:: DIRECTIONS FOR THIS TASK ::
An exact copy of the lines from the one containing "Give me a JSON" through the last line below is required; include both of those lines and no others.

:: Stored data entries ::
>>>
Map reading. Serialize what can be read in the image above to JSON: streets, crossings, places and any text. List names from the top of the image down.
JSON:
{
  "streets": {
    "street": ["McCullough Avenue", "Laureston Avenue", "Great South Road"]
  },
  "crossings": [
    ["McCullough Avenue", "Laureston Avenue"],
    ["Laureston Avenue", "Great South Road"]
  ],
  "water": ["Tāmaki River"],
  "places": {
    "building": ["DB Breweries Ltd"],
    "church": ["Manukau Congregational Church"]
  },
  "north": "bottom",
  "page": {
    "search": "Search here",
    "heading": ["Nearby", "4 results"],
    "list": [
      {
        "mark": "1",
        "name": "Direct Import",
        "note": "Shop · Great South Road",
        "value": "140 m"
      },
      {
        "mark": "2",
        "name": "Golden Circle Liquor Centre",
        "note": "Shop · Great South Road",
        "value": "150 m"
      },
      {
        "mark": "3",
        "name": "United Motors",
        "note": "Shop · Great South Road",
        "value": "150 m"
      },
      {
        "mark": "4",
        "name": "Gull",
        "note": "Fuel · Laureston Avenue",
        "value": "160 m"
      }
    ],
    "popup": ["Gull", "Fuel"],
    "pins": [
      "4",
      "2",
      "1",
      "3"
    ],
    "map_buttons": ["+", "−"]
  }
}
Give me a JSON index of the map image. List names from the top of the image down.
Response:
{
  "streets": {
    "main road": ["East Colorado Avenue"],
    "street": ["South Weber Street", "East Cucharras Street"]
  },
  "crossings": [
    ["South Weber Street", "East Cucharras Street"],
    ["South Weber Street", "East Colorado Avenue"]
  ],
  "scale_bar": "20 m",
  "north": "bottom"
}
<<<
:: TASK ANSWER ::
Give me a JSON index of the map image. List names from the top of the image down.
Response:
{
  "streets": {
    "main road": ["East Colorado Avenue"],
    "street": ["South Weber Street", "East Cucharras Street"]
  },
  "crossings": [
    ["South Weber Street", "East Cucharras Street"],
    ["South Weber Street", "East Colorado Avenue"]
  ],
  "scale_bar": "20 m",
  "north": "bottom"
}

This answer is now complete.